Just when you thought the rash of Flash Mobs (what I've dubbed Mahogany Mobs) had ended, the July 4th celebrations across the country unleashed a new wave of black assaults on white people.
Colin Flaherty of WND reported on racial violence in six separate states on July 4th, including an incident in Albany, Ga. that forced police to cancel the grand finale of the fireworks display.
Now comes news that a fireworks display in Columbus, Ohio had black-on-white racial assaults that the police weren't prepared to handle. This wasn't reported by a writer for the Columbus Dispatch, but came in the form of any angry letter to the paper that was only published on July 7th:
During the 2012 Red, White & Boom celebration, there were dozens of police officers at the fireworks.
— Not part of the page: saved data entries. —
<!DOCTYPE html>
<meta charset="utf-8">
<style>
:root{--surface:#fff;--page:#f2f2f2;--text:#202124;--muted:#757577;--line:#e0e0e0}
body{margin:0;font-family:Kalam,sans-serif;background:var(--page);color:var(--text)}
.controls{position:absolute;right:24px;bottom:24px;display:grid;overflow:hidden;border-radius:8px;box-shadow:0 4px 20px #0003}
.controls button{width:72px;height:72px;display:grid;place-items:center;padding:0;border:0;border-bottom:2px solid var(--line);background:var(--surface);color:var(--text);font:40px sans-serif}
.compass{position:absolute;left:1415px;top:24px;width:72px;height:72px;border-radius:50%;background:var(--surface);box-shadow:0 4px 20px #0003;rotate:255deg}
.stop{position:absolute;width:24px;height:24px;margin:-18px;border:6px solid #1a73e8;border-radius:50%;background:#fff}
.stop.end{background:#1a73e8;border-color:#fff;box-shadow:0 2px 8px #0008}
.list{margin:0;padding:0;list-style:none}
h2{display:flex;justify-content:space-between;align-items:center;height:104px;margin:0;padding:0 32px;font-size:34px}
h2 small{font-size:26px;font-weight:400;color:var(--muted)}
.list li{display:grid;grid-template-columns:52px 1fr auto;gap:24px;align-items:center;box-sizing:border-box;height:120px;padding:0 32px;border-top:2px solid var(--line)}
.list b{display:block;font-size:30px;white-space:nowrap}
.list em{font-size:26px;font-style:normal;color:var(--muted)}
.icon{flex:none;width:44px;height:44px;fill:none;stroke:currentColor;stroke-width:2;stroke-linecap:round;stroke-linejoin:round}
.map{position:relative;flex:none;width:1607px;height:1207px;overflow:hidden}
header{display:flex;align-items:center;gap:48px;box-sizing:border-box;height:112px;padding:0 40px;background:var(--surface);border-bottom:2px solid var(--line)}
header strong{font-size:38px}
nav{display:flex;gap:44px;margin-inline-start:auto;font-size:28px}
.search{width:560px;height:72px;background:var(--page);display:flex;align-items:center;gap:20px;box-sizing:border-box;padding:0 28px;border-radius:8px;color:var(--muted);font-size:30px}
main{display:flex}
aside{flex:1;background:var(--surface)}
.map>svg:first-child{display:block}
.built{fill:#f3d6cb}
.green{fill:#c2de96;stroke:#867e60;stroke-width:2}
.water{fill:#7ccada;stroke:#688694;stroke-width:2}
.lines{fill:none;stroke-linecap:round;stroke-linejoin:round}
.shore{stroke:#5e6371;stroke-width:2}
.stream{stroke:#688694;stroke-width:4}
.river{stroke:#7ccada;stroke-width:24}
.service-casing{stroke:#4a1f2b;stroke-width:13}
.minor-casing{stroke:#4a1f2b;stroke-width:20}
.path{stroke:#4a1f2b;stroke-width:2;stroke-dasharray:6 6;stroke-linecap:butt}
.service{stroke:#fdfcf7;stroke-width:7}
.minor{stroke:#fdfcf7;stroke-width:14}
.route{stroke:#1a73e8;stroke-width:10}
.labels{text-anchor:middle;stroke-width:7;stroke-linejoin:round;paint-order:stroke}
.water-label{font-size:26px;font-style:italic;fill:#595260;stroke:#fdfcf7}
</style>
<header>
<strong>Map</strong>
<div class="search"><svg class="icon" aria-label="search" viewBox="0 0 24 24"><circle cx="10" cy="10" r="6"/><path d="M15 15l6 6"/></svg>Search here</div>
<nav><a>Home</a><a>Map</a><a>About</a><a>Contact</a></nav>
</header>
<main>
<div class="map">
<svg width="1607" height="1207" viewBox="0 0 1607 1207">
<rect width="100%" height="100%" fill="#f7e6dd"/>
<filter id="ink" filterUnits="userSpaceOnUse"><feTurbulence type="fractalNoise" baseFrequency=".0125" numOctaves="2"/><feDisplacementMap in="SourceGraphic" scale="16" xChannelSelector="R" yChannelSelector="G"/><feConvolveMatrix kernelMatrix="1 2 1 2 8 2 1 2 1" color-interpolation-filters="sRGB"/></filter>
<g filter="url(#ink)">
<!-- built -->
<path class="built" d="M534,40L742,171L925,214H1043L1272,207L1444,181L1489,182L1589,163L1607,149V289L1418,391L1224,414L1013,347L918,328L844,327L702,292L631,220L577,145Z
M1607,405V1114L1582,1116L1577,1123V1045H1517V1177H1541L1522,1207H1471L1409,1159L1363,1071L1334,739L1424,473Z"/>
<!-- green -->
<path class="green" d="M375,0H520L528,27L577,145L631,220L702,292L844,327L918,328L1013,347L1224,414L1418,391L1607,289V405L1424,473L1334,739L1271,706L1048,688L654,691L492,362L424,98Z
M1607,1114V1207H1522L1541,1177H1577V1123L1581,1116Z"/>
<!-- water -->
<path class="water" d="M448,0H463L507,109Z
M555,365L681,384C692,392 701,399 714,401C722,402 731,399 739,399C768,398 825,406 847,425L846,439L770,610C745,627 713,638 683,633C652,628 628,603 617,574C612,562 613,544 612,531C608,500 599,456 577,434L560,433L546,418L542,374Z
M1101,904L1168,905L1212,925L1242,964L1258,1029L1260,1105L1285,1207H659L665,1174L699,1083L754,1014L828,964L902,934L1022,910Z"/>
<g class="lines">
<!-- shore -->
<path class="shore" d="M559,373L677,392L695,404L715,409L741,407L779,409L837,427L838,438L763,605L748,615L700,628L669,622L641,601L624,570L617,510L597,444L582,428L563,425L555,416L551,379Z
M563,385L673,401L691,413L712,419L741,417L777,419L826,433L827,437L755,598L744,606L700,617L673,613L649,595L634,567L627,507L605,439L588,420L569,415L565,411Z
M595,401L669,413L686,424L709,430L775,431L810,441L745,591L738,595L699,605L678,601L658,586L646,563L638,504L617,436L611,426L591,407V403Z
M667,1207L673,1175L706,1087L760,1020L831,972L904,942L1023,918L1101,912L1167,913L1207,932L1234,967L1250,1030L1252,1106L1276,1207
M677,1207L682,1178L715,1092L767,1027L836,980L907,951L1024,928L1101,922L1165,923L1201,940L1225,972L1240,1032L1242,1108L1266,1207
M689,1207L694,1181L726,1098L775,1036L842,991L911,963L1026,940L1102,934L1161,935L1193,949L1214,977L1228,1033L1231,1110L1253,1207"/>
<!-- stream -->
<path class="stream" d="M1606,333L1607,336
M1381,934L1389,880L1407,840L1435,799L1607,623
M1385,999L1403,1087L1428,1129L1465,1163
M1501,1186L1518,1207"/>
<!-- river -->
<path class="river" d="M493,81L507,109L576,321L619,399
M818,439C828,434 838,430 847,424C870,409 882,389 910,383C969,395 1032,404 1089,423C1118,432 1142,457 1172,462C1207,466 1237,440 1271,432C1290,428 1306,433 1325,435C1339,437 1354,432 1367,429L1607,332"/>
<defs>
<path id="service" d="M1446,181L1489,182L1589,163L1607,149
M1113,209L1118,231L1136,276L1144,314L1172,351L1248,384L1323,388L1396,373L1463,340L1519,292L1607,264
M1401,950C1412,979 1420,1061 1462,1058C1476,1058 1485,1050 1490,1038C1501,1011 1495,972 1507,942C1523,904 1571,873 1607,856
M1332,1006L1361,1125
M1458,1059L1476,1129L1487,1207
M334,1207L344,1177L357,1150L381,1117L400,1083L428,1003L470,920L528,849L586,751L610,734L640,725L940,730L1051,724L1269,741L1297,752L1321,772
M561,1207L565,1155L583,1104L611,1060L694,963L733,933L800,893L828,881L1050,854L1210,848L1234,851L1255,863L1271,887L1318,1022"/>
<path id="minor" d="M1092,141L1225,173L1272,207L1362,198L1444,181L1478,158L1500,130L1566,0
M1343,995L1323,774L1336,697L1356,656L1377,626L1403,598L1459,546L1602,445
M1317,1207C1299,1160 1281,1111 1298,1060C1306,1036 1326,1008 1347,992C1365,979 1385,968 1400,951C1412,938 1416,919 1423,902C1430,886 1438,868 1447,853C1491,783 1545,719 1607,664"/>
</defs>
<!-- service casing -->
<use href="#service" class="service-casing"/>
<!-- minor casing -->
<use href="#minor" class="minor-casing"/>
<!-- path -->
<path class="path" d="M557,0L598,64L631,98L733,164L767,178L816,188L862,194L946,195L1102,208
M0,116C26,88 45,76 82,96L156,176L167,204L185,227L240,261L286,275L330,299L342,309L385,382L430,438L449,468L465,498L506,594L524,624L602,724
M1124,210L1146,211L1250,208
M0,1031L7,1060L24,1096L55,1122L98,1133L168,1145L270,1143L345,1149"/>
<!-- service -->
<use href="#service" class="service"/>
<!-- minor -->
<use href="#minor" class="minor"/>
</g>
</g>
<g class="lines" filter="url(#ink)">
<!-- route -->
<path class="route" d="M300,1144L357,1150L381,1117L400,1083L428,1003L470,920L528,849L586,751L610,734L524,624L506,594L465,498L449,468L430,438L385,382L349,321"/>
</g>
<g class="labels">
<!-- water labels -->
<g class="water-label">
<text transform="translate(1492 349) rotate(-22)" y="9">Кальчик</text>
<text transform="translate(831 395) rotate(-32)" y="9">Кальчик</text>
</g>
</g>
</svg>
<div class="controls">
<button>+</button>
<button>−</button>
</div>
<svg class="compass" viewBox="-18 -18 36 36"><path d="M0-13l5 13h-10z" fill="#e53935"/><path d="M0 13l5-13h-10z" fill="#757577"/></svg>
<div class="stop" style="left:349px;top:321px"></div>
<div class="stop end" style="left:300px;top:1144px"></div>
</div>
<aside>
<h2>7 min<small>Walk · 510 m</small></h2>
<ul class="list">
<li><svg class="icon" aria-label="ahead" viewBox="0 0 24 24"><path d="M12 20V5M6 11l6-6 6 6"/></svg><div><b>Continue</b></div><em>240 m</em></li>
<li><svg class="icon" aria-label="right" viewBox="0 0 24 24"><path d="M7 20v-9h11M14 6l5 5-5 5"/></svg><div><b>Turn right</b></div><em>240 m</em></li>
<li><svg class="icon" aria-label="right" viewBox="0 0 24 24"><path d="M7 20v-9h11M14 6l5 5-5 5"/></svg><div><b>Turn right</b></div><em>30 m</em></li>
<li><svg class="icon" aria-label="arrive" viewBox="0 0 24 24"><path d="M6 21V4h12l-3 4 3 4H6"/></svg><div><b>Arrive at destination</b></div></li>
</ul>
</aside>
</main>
Most of these officers were clumped in bunches near the Scioto River and simply watched the fireworks along with the hundreds of thousands of spectators.
After the show ended and people started walking back to their cars, things turned violent. A gang of approximately 30 black youths (both male and female) started walking and running down Broad Street and randomly assaulted white people — old people, children, women.
I was first aware of the violence in front of the church at the corner of Third and Broad streets. One block east of there, a man crossed the street through the traffic holding his crying son. They clearly had been assaulted. When others asked if they were OK, he said, “No, we're not OK; we got separated from my wife and daughter, and they're still over there.”
Finally, two Columbus officers were seen slowly walking toward the scene of this violence. At this point, the black youths crossed the street to the opposite side of the officers and started randomly attacking more white people on the north side of Broad Street. I know; I was assaulted by five different youths.
At this time, the police meandered to our side of the street. Some of us went to the officers and said, “Do something, innocent people are getting assaulted right here on Broad Street.” One officer replied, “We don't have enough officers.” After seeing the dozens of officers near the riverfront, I went home feeling this officer’s answer was a poor one.